The investment by dealers is intended to cover the costs of installing EV chargers, training staff to service EVs and other initiatives, according to the Wall Street Journal. Before the buyouts, GM had roughly 2,000 Buick dealers. However, a GM spokesperson told the WSJ that most Buick dealers have made the required upfront EV investments. As a result of the buyouts, GM said it will have around 1,000 Buick dealers left.
GM will not disclose financial details for the buyouts but said they would reduce Buick dealers by 47%. The company also said there will be no changes in the Buick brand’s marketing efforts.
Buick’s first electric vehicle is expected to be available in 2024, with plans for an all-electric lineup in the U.S. and Canada by the end of the decade. All future Buick EVs will carry the name Electra.
“This year we’ve given dealers who are not aligned with Buick’s future to exit voluntarily in a respectful and structured way; with the full support of our National Dealer Council,” a GM spokesperson said in an email.

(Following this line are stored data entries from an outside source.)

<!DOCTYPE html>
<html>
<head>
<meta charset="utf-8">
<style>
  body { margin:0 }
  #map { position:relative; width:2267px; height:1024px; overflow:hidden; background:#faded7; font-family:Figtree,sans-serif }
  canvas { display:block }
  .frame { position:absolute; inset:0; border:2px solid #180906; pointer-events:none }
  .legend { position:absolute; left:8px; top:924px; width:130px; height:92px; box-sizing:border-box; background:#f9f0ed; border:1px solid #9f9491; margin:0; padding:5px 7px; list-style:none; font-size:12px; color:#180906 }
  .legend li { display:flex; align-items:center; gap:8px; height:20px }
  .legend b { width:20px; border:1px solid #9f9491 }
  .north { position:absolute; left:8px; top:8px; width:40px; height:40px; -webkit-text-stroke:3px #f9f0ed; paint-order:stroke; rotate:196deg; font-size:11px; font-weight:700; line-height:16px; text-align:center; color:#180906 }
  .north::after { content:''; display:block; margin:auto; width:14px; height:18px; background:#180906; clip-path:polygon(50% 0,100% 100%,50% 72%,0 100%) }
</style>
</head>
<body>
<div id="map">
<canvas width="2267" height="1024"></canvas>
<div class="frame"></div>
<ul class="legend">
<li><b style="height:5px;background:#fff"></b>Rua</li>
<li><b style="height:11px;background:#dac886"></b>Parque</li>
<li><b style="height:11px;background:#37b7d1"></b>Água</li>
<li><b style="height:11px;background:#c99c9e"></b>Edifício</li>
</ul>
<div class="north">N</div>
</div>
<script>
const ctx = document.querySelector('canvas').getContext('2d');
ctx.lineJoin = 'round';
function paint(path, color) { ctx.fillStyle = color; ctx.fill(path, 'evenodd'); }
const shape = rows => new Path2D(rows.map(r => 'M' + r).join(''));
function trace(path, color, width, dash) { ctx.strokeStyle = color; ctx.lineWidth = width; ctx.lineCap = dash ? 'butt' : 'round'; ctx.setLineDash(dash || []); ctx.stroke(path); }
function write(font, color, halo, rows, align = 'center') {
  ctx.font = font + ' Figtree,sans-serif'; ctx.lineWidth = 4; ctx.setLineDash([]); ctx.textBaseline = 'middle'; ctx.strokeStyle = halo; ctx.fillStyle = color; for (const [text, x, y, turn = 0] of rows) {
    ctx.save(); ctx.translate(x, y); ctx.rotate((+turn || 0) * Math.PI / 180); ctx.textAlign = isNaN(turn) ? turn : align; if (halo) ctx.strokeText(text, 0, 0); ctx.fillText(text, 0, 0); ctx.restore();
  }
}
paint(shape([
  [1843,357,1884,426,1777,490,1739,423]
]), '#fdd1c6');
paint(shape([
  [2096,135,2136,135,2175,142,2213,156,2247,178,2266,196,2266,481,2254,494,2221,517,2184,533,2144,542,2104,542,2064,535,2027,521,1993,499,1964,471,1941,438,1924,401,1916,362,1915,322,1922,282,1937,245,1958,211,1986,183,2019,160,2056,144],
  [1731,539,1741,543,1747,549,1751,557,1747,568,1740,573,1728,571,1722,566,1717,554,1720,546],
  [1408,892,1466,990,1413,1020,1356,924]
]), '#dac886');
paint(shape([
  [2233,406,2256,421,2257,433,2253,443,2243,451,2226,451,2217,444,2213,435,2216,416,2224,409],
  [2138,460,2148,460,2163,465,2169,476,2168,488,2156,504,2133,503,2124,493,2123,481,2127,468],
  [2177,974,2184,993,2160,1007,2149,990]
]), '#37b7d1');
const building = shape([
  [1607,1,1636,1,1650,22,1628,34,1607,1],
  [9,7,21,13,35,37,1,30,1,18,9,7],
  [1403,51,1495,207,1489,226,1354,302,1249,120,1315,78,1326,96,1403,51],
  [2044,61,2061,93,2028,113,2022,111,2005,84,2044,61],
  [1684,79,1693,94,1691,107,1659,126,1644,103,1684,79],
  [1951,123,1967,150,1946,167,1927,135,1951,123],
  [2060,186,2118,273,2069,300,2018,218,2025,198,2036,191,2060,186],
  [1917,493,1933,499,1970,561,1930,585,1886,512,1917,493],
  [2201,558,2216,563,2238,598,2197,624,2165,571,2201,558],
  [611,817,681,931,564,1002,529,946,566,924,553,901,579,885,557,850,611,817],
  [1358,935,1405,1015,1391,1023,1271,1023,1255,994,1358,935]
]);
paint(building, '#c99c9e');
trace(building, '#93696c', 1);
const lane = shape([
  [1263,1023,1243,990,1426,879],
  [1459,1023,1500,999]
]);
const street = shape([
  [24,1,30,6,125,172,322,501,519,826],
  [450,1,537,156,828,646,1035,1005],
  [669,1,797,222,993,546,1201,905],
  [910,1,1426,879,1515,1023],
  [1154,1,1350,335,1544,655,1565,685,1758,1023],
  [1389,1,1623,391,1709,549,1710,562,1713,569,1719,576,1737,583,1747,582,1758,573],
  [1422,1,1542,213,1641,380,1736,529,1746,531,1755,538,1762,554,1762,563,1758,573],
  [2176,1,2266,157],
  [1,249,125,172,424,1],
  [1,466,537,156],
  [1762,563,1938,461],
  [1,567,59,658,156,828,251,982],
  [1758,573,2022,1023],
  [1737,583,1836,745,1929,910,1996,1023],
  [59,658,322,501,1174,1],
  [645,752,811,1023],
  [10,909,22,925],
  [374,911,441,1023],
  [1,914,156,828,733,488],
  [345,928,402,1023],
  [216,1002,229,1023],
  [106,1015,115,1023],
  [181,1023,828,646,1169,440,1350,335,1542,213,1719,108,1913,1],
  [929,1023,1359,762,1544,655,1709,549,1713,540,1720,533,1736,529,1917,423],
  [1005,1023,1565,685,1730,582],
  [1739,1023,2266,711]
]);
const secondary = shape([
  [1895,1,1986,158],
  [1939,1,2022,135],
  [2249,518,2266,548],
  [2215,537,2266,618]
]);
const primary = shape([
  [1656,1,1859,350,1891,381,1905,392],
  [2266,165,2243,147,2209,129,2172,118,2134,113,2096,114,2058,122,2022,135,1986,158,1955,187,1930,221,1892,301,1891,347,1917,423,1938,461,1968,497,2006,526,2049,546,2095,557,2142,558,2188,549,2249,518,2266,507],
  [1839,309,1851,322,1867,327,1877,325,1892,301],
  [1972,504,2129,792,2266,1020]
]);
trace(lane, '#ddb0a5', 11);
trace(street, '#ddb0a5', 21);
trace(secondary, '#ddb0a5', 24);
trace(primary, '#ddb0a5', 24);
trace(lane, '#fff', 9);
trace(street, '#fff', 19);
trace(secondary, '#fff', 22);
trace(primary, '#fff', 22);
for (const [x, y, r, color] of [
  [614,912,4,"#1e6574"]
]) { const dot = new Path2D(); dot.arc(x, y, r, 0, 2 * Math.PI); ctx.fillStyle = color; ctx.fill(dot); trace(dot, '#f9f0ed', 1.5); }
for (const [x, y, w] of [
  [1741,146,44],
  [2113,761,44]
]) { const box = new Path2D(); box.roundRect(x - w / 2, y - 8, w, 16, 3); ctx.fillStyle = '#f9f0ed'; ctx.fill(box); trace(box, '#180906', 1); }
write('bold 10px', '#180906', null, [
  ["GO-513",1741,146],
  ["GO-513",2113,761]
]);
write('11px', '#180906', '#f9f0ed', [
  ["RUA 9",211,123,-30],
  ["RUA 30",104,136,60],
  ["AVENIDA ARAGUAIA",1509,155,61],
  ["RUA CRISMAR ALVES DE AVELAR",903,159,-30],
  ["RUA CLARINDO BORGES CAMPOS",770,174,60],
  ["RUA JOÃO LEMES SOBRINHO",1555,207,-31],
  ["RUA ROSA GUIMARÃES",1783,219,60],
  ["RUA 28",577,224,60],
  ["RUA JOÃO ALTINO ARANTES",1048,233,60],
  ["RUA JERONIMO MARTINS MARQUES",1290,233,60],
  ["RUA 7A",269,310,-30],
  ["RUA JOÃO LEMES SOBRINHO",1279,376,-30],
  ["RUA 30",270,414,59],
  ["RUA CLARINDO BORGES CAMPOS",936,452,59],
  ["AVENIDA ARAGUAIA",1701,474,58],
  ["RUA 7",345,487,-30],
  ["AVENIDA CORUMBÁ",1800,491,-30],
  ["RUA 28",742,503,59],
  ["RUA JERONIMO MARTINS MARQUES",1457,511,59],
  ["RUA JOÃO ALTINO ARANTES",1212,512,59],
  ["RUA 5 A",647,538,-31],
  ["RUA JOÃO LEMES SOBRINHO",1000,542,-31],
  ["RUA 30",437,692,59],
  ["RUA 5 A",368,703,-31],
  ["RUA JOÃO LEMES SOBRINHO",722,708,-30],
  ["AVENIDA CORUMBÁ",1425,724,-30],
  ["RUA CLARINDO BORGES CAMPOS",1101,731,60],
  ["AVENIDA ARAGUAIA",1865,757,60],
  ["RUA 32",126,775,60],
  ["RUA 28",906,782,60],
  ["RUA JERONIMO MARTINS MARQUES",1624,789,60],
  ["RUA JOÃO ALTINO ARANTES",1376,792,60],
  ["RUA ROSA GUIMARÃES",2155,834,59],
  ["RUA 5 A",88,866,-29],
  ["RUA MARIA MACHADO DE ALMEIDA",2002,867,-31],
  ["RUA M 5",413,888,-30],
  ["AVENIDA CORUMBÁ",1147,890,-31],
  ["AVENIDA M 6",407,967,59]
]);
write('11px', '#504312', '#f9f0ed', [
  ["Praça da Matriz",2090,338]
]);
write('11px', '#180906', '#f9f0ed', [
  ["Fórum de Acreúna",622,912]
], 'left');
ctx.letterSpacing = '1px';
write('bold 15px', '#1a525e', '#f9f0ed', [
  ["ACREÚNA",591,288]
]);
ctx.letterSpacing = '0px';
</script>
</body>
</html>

Many other dealers in the U.S. have raised concerns about slow sales of EVs, with excess inventory piling up on their lots. In November, a coalition of over 3,800 car dealerships sent a letter to President Joe Biden urging him to pause a proposed Environmental Protection Agency rule that would incentivize EV production and enforce more stringent emission standards by 2027.
The dealership coalition wrote that EVs are simply not selling fast enough and that “electric vehicle demand today is not keeping up with the large influx of [battery electric vehicles] arriving at our dealerships. BEVs are stacking up on our lots.”

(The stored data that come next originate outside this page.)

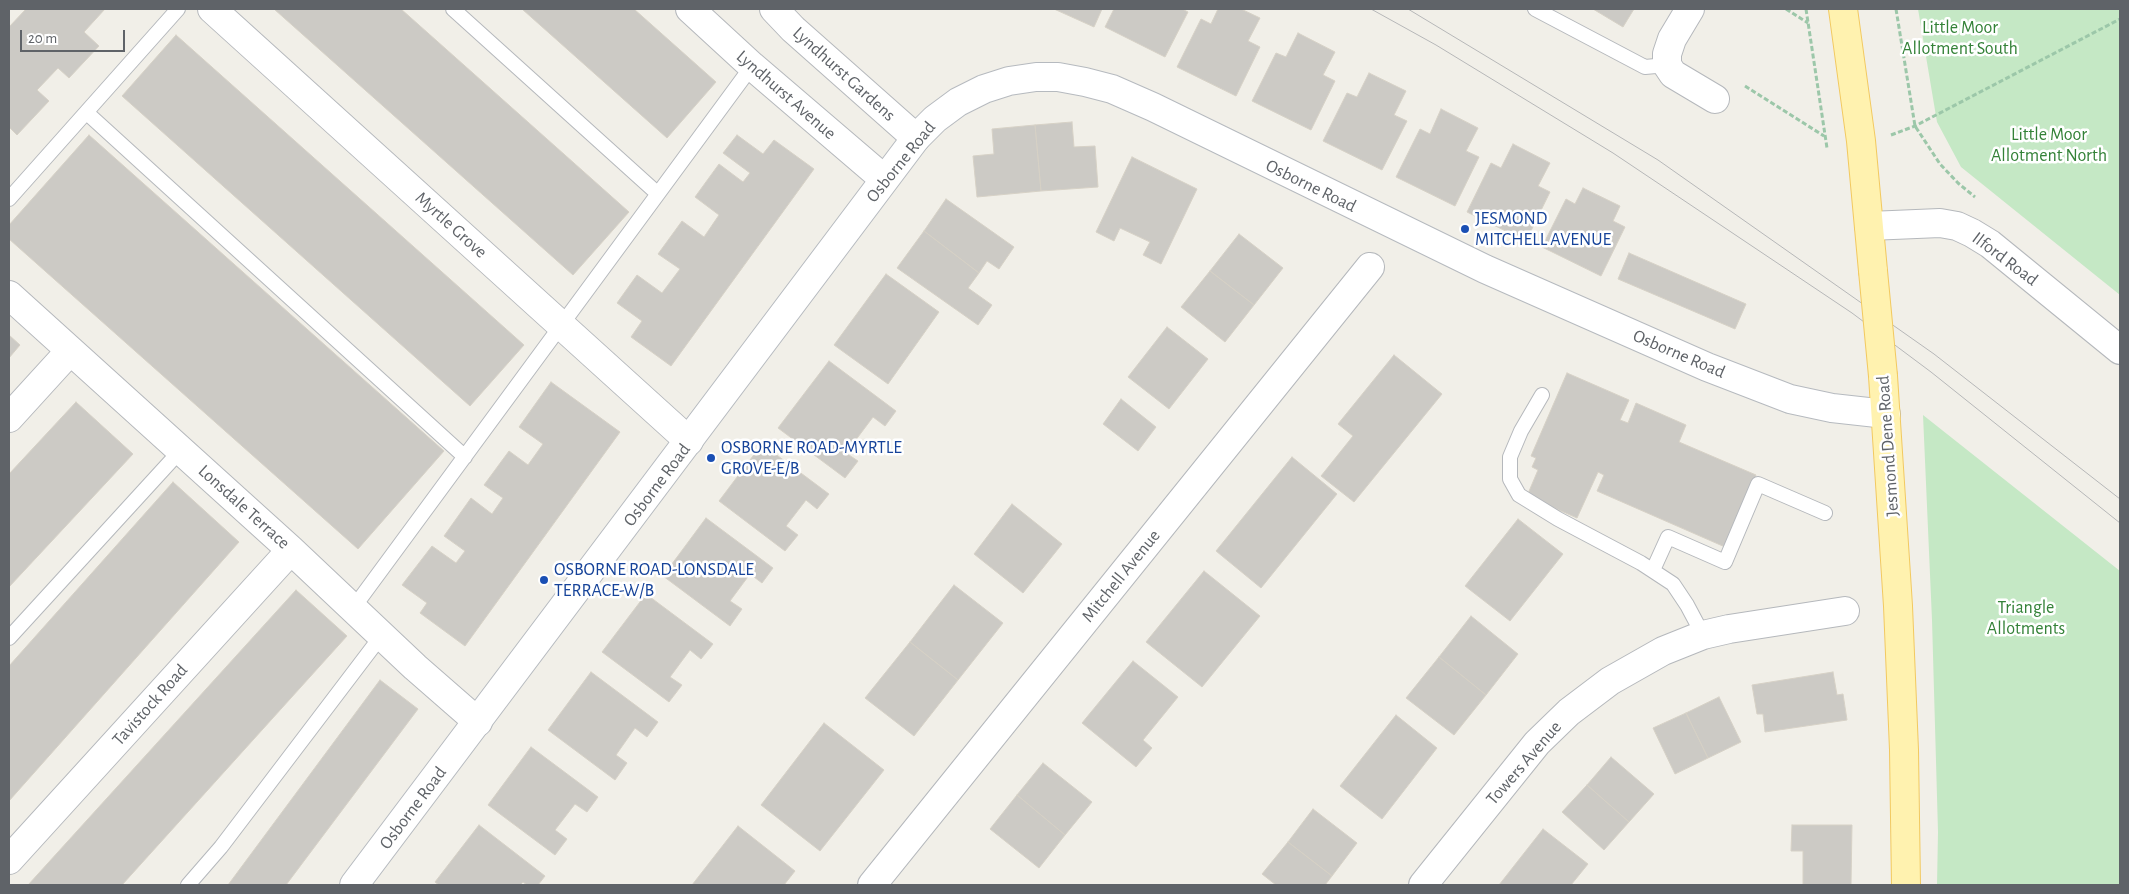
<!DOCTYPE html>
<html>
<head>
<meta charset="utf-8">
<style>
	body { margin:0 }
	#map { position:relative; width:2129px; height:894px; overflow:hidden; background:#f1efe8; font-family:"Alegreya Sans",sans-serif }
	canvas { display:block }
	.frame { position:absolute; inset:0; border:10px solid #5f6368; pointer-events:none }
	.scale { position:absolute; left:20px; top:30px; width:105px; height:22px; box-sizing:border-box; border:2px solid #5f6368; border-top:0; padding-left:6px; font-size:15px; line-height:18px; white-space:nowrap; color:#5f6368; -webkit-text-stroke:4px #fff; paint-order:stroke }
</style>
</head>
<body>
<div id="map">
<canvas width="2129" height="894"></canvas>
<div class="frame"></div>
<div class="scale">20 m</div>
</div>
<script>
const ctx = document.querySelector('canvas').getContext('2d');
ctx.lineJoin = 'round';
function paint(path, color) { ctx.fillStyle = color; ctx.fill(path, 'evenodd'); }
const poly = rows => new Path2D(rows.map(r => 'M' + r).join(''));
function stroke(path, color, width, dash) { ctx.strokeStyle = color; ctx.lineWidth = width; ctx.lineCap = dash ? 'butt' : 'round'; ctx.setLineDash(dash || []); ctx.stroke(path); }
function drawText(font, color, halo, rows, align = 'center') {
  ctx.font = font + ' "Alegreya Sans",sans-serif'; ctx.lineWidth = 5; ctx.setLineDash([]); ctx.textBaseline = 'middle'; ctx.strokeStyle = halo; ctx.fillStyle = color; for (const [text, x, y, turn = 0] of rows) {
    ctx.save(); ctx.translate(x, y); ctx.rotate((+turn || 0) * Math.PI / 180); ctx.textAlign = isNaN(turn) ? turn : align; if (halo) ctx.strokeText(text, 0, 0); ctx.fillText(text, 0, 0); ctx.restore();
  }
}
paint(poly([
	[1918,9,2120,9,2120,295,1961,167,1937,122],
	[1923,415,2120,571,2120,885,1937,885,1938,832,1932,620]
]), '#c5e8c5');
const building = poly([
	[26,9,105,9,84,32,99,46,69,78,58,68,37,90,49,101,17,135,9,127,9,27,26,9],
	[274,9,401,9,629,212,573,275,274,9],
	[522,9,634,9,716,82,667,138,522,9],
	[1054,9,1102,9,1094,27,1054,9],
	[1114,9,1182,9,1188,12,1165,57,1105,27,1114,9],
	[1218,9,1241,9,1260,18,1248,41,1260,47,1236,96,1177,67,1201,19,1211,24,1218,9],
	[1593,9,1634,9,1623,27,1593,9],
	[1298,33,1335,52,1323,75,1335,81,1311,130,1252,101,1276,53,1286,57,1298,33],
	[176,35,524,345,470,406,122,96,176,35],
	[1369,73,1406,91,1394,115,1407,121,1382,170,1323,141,1347,93,1357,97,1369,73],
	[1441,109,1478,128,1466,151,1479,157,1455,206,1396,177,1420,129,1430,134,1441,109],
	[1072,122,1074,147,1095,146,1098,187,1041,191,1035,125,1072,122],
	[1035,125,1041,191,977,197,973,156,994,154,992,129,1035,125],
	[89,135,444,451,358,549,9,239,9,225,89,135],
	[737,135,763,154,774,140,814,169,671,366,631,337,642,321,617,303,637,275,662,293,680,269,658,254,682,221,704,237,719,215,695,197,719,164,743,182,750,173,723,153,737,135],
	[1513,144,1550,163,1538,186,1550,192,1526,241,1467,212,1491,163,1501,168,1513,144],
	[1132,157,1197,189,1161,264,1143,255,1150,242,1120,228,1114,241,1096,232,1132,157],
	[1583,188,1620,206,1613,221,1625,227,1601,276,1542,247,1566,199,1575,204,1583,188],
	[946,199,1014,247,999,269,987,261,979,273,924,231,946,199],
	[924,231,979,273,968,288,992,305,978,325,897,268,924,231],
	[1239,234,1283,268,1254,305,1210,271,1239,234],
	[1629,253,1746,304,1735,329,1618,279,1629,253],
	[1210,271,1254,305,1225,342,1181,307,1210,271],
	[886,274,939,312,888,384,834,345,886,274],
	[1167,327,1208,359,1169,409,1128,377,1167,327],
	[9,335,20,345,9,358,9,335],
	[1394,355,1442,394,1354,502,1321,476,1353,436,1338,424,1394,355],
	[829,361,896,411,885,426,873,417,846,453,858,461,845,478,778,428,829,361],
	[1567,373,1629,400,1620,420,1628,423,1636,403,1686,425,1679,442,1756,475,1725,547,1597,491,1604,475,1598,472,1577,518,1527,496,1538,470,1532,467,1536,458,1531,456,1567,373],
	[551,382,620,432,465,646,420,613,427,603,402,585,432,546,456,563,465,551,444,536,471,498,492,514,503,498,484,485,509,451,528,465,543,444,519,427,551,382],
	[1121,399,1156,427,1138,451,1103,424,1121,399],
	[76,402,133,454,9,587,9,474,76,402],
	[762,444,829,494,817,509,806,500,786,526,798,535,785,551,719,501,762,444],
	[1292,457,1337,494,1261,588,1216,551,1292,457],
	[173,482,239,542,9,801,9,666,173,482],
	[1012,504,1062,544,1023,593,974,554,1012,504],
	[706,518,773,568,762,583,750,574,730,601,742,609,730,626,663,576,706,518],
	[1518,519,1563,554,1510,621,1465,586,1518,519],
	[1204,571,1260,616,1202,687,1146,642,1204,571],
	[954,585,1003,623,958,680,910,642,954,585],
	[296,590,347,636,122,885,28,885,296,590],
	[646,594,713,644,701,659,690,650,670,677,682,685,669,702,602,652,646,594],
	[1471,616,1518,654,1486,695,1439,657,1471,616],
	[910,642,958,680,914,736,865,698,910,642],
	[1439,657,1486,695,1454,735,1406,698,1439,657],
	[1133,661,1178,697,1143,740,1152,748,1136,767,1082,723,1133,661],
	[591,672,658,722,647,737,635,728,616,755,627,763,615,780,548,730,591,672],
	[1833,672,1837,695,1843,694,1847,720,1765,732,1763,714,1757,714,1752,685,1833,672],
	[380,680,418,709,286,885,228,885,380,680],
	[1719,697,1741,742,1708,758,1686,713,1719,697],
	[1686,713,1708,758,1675,774,1653,728,1686,713],
	[1396,715,1437,748,1382,819,1340,786,1396,715],
	[824,723,884,770,820,851,761,805,824,723],
	[531,747,598,797,587,812,575,804,555,830,567,839,555,855,488,805,531,747],
	[1611,757,1654,794,1629,822,1587,785,1611,757],
	[1043,763,1092,802,1065,835,1017,795,1043,763],
	[1587,785,1629,822,1604,850,1562,812,1587,785],
	[1017,795,1065,835,1039,868,990,829,1017,795],
	[1313,809,1357,843,1332,876,1288,842,1313,809],
	[479,825,545,876,538,885,527,885,523,882,520,885,439,885,435,882,479,825],
	[1792,825,1852,825,1851,885,1803,885,1803,851,1791,851,1792,825],
	[738,826,795,871,784,885,692,885,738,826],
	[1543,829,1588,864,1571,885,1499,885,1543,829],
	[1288,842,1332,876,1325,885,1276,885,1262,874,1288,842]
]);
paint(building, '#cccac5');
stroke(building, '#d6d1c6', 1);
const service = poly([
	[453,9,658,194],
	[1535,9,1645,67,1667,65],
	[87,113,465,457],
	[9,199,178,9],
	[1542,395,1521,431,1510,457,1510,479,1519,495,1558,519,1641,563,1673,584,1687,605,1703,635],
	[1653,570,1668,537,1725,562,1758,484,1825,513],
	[354,607,752,66],
	[9,638,181,450],
	[188,885,221,847,382,635]
]);
const minor = poly([
	[212,9,689,441],
	[690,9,752,66,884,179],
	[774,9,793,29,916,138],
	[1690,9,1672,39,1667,54,1667,65,1673,74,1715,99],
	[1869,226,1940,223,1957,226,1972,233,1990,244,2120,350],
	[9,295,291,550,415,667,478,722],
	[9,418,70,351],
	[9,860,291,550],
	[872,885,1370,267],
	[1423,885,1537,743,1569,712,1610,681,1663,651,1703,635,1729,629,1845,611]
]);
const secondary = poly([
	[354,885,916,138,935,119,958,102,984,89,1009,81,1036,77,1058,77,1085,82,1112,89,1153,107,1485,269,1707,367,1790,399,1832,408,1886,414]
]);
const primary = poly([
	[1843,9,1861,141,1873,271],
	[1883,376,1898,606,1904,750,1906,885]
]);
stroke(service, '#b5b8bc', 16);
stroke(minor, '#b5b8bc', 30);
stroke(secondary, '#b6babf', 30);
stroke(primary, '#f2c960', 30);
stroke(poly([
	[1786,9,1808,23],
	[1806,9,1827,148],
	[1896,9,1915,126,1940,164,1958,183,1975,197],
	[1745,86,1824,136],
	[1891,135,1915,126,2120,19]
]), '#9cc7a9', 3, [5, 2.5]);
stroke(service, '#fff', 14);
stroke(minor, '#fff', 28);
stroke(secondary, '#fff', 28);
stroke(primary, '#fff2af', 28);
stroke(poly([
	[1371,9,1436,45,1613,153,1852,313,1931,372,2120,523],
	[1408,9,1658,160,1934,354,2120,499]
]), '#b6b7b8', 1);
const primaryBridge = poly([
	[1873,271,1883,376]
]);
stroke(primaryBridge, '#f2c960', 30, []);
stroke(primaryBridge, '#fff2af', 28);
for (const [x, y, r, color] of [
	[1465,229,5,"#1a4fb4"],
	[711,458,5,"#1a4fb4"],
	[544,580,5,"#1a4fb4"]
]) { const dot = new Path2D(); dot.arc(x, y, r, 0, 2 * Math.PI); ctx.fillStyle = color; ctx.fill(dot); stroke(dot, '#fff', 2); }
drawText('18px', '#348238', '#fff', [
	["Little Moor",1960,28],
	["Allotment South",1960,49],
	["Little Moor",2049,135],
	["Allotment North",2049,156],
	["Triangle",2026,608],
	["Allotments",2026,629]
]);
drawText('18px', '#5f6368', '#fff', [
	["Lyndhurst Gardens",844,74,42],
	["Lyndhurst Avenue",786,95,41],
	["Osborne Road",901,162,-51],
	["Osborne Road",1311,186,26],
	["Myrtle Grove",451,225,42],
	["Ilford Road",2005,259,37],
	["Osborne Road",1679,354,23],
	["Jesmond Dene Road",1888,446,-94],
	["Osborne Road",657,485,-53],
	["Lonsdale Terrace",244,507,42],
	["Mitchell Avenue",1121,576,-51],
	["Tavistock Road",150,705,-48],
	["Towers Avenue",1524,763,-49],
	["Osborne Road",413,808,-53]
]);
drawText('18px', '#164399', '#fff', [
	["JESMOND",1475,219],
	["MITCHELL AVENUE",1475,240],
	["OSBORNE ROAD-MYRTLE",721,448],
	["GROVE-E/B",721,469],
	["OSBORNE ROAD-LONSDALE",554,570],
	["TERRACE-W/B",554,591]
], 'left');
</script>
</body>
</html>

GM rival Ford has also revamped its dealer requirements to sell EVs after pushback over costs. Last month, Ford announced updates to its Model e EV program to make it less costly for dealers to become certified to sell Ford EVs. The revised program goes live Jan. 1.
Among Ford's changes to the program are requiring fewer EV chargers and reducing dealer training requirements, which the company said would drop investment costs by about 50%. Ford’s Model e Certified Elite dealers, the investment could have reached $1.2 million under the previous program.
Last year, Ford CEO Jim Farley said 1,920 Ford dealers had enrolled in its Model e program for 2024-2026.
GM announced in October it would abandon its plan to build 400,000 EVs from 2022 through mid-2024 to maximize profitability. The automaker also cited low demand for its decision.
Buick brand currently sells only gas-powered SUVs and compact crossovers.